*Work instruction*
A single number is required: the count of lines in the entries below that include the word "Vicente".

*Record excerpts*
● ● ● ● ● ● ●
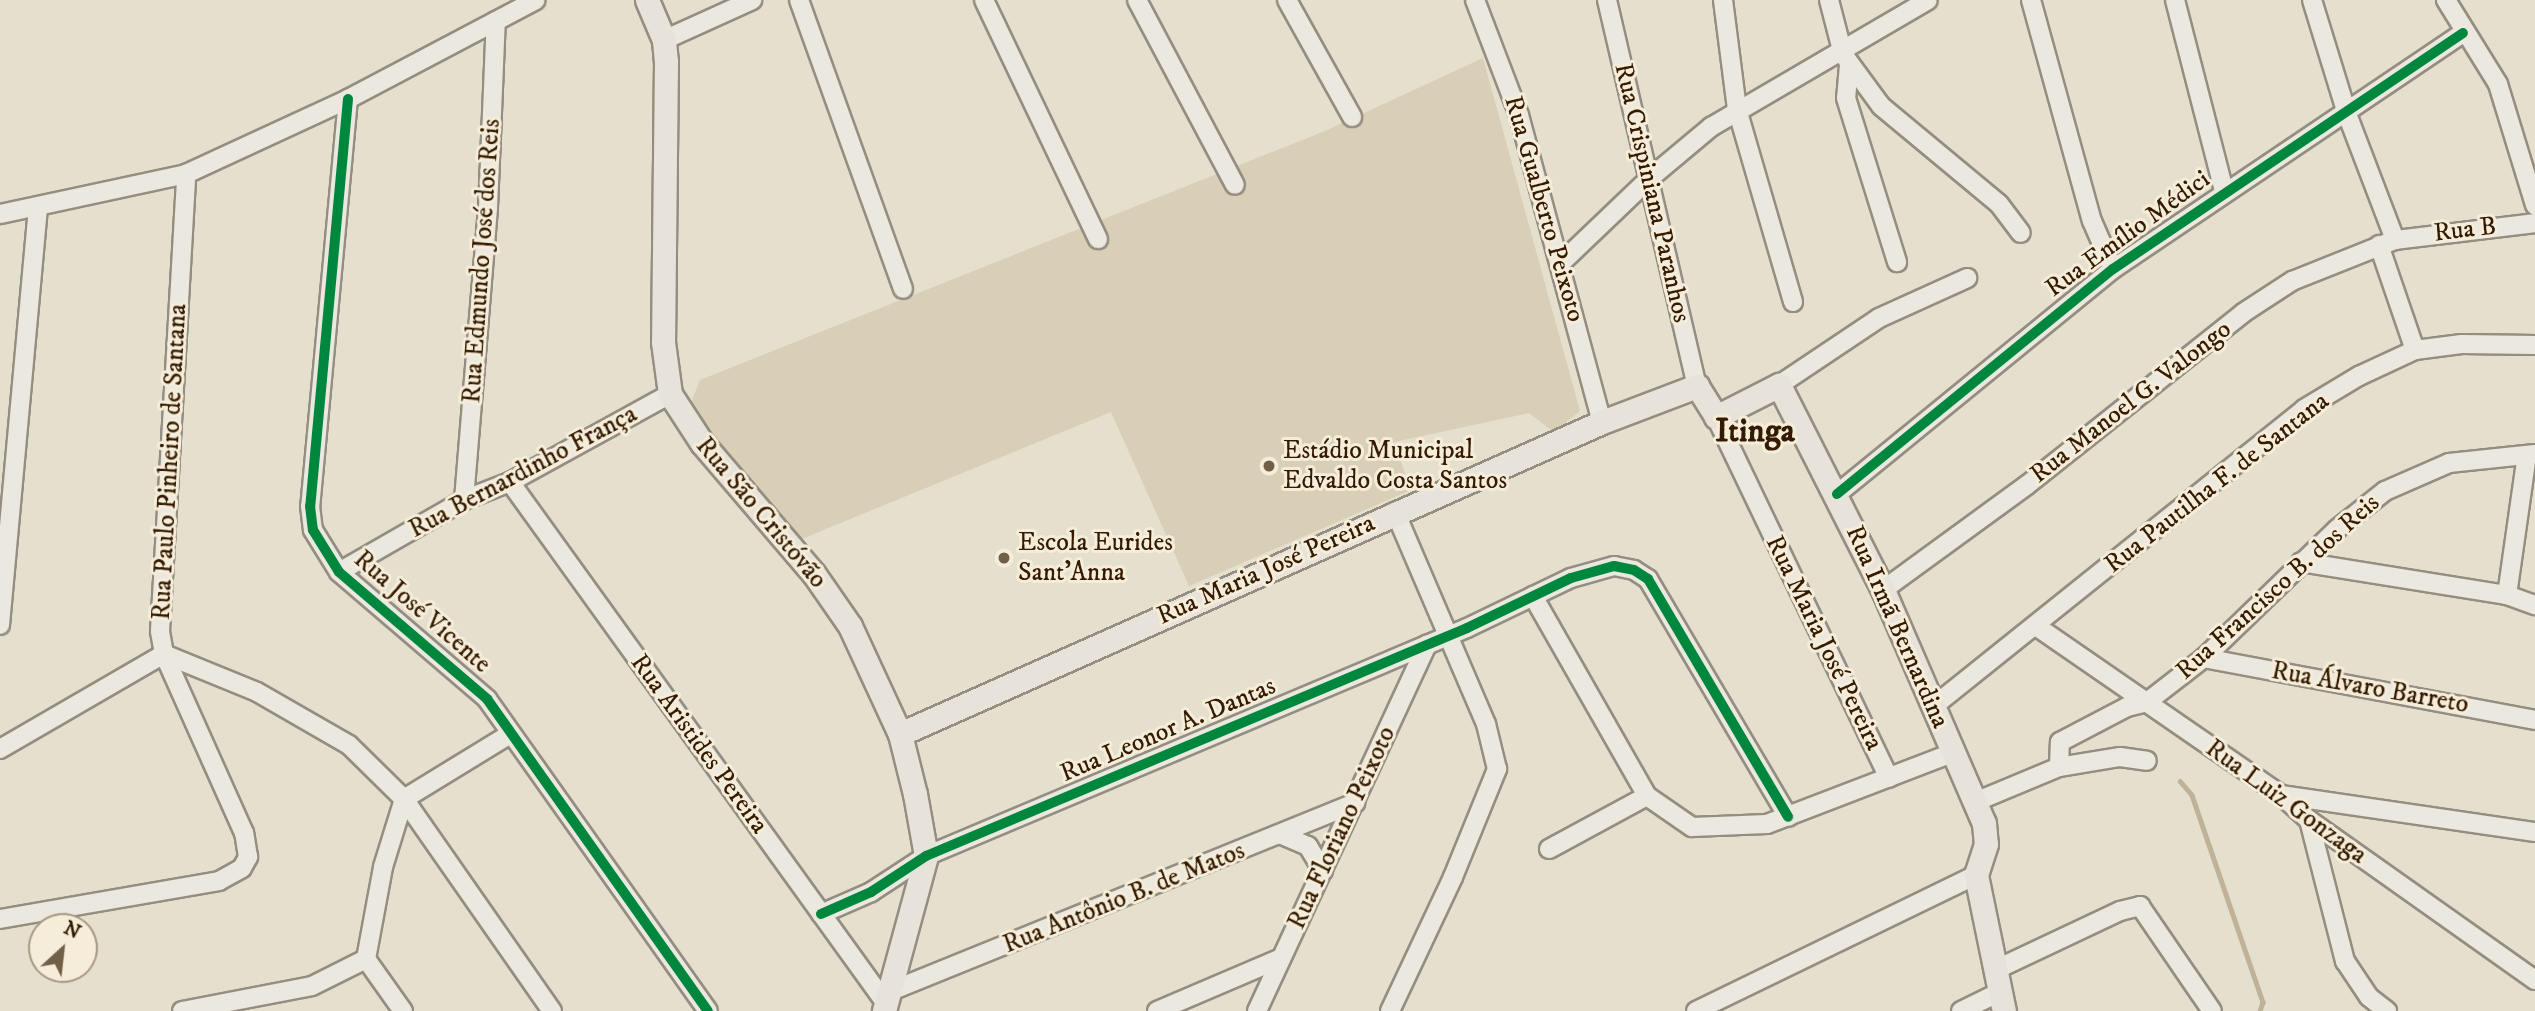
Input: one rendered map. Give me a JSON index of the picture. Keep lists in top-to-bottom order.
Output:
{
  "streets": {
    "main road": ["Rua São Cristóvão", "Rua Maria José Pereira", "Rua Irmã Bernardina"],
    "street": [
      "Rua Crispiniana Paranhos",
      "Rua Gualberto Peixoto",
      "Rua B",
      "Rua Emílio Médici",
      "Rua Edmundo José dos Reis",
      "Rua Manoel G. Valongo",
      "Rua Paulo Pinheiro de Santana",
      "Rua Bernardinho França",
      "Rua Pautilha F. de Santana",
      "Rua Francisco B. dos Reis",
      "Rua José Vicente",
      "Rua Álvaro Barreto",
      "Rua Leonor A. Dantas",
      "Rua Aristides Pereira",
      "Rua Luiz Gonzaga",
      "Rua Floriano Peixoto",
      "Rua Antônio B. de Matos"
    ]
  },
  "crossings": [
    ["Rua Crispiniana Paranhos", "Rua Maria José Pereira"],
    ["Rua Gualberto Peixoto", "Rua Maria José Pereira"],
    ["Rua B", "Rua Manoel G. Valongo"],
    ["Rua Emílio Médici", "Rua Irmã Bernardina"],
    ["Rua Edmundo José dos Reis", "Rua Bernardinho França"],
    ["Rua Manoel G. Valongo", "Rua Irmã Bernardina"],
    ["Rua Bernardinho França", "Rua São Cristóvão"],
    ["Rua Bernardinho França", "Rua José Vicente"],
    ["Rua Bernardinho França", "Rua Aristides Pereira"],
    ["Rua Pautilha F. de Santana", "Rua Irmã Bernardina"],
    ["Rua Pautilha F. de Santana", "Rua Luiz Gonzaga"],
    ["Rua São Cristóvão", "Rua Maria José Pereira"],
    ["Rua São Cristóvão", "Rua Leonor A. Dantas"],
    ["Rua São Cristóvão", "Rua Aristides Pereira"],
    ["Rua São Cristóvão", "Rua Antônio B. de Matos"],
    ["Rua Francisco B. dos Reis", "Rua Álvaro Barreto"],
    ["Rua Francisco B. dos Reis", "Rua Luiz Gonzaga"],
    ["Rua Leonor A. Dantas", "Rua Aristides Pereira"],
    ["Rua Leonor A. Dantas", "Rua Floriano Peixoto"],
    ["Rua Aristides Pereira", "Rua Antônio B. de Matos"],
    ["Rua Floriano Peixoto", "Rua Antônio B. de Matos"]
  ],
  "districts": ["Itinga"],
  "places": ["Estádio Municipal Edvaldo Costa Santos", "Escola Eurides Sant'Anna"],
  "north": "top right"
}
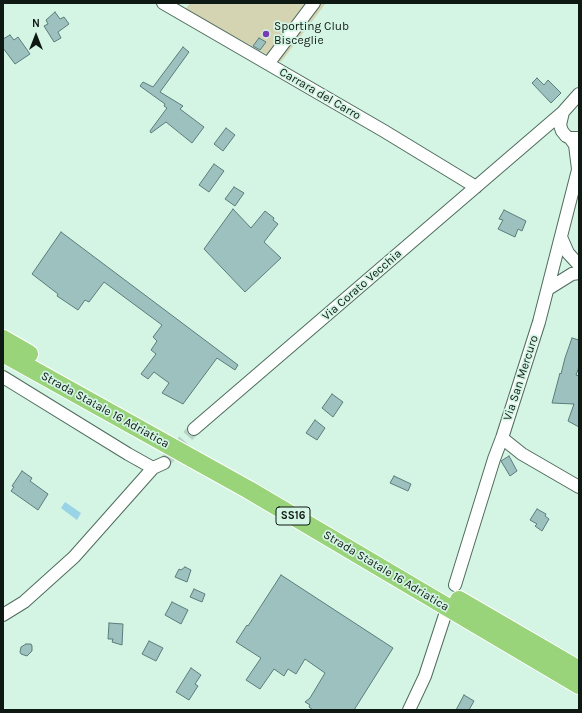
● ● ● ● ● ● ●
*Output of the exercise*
2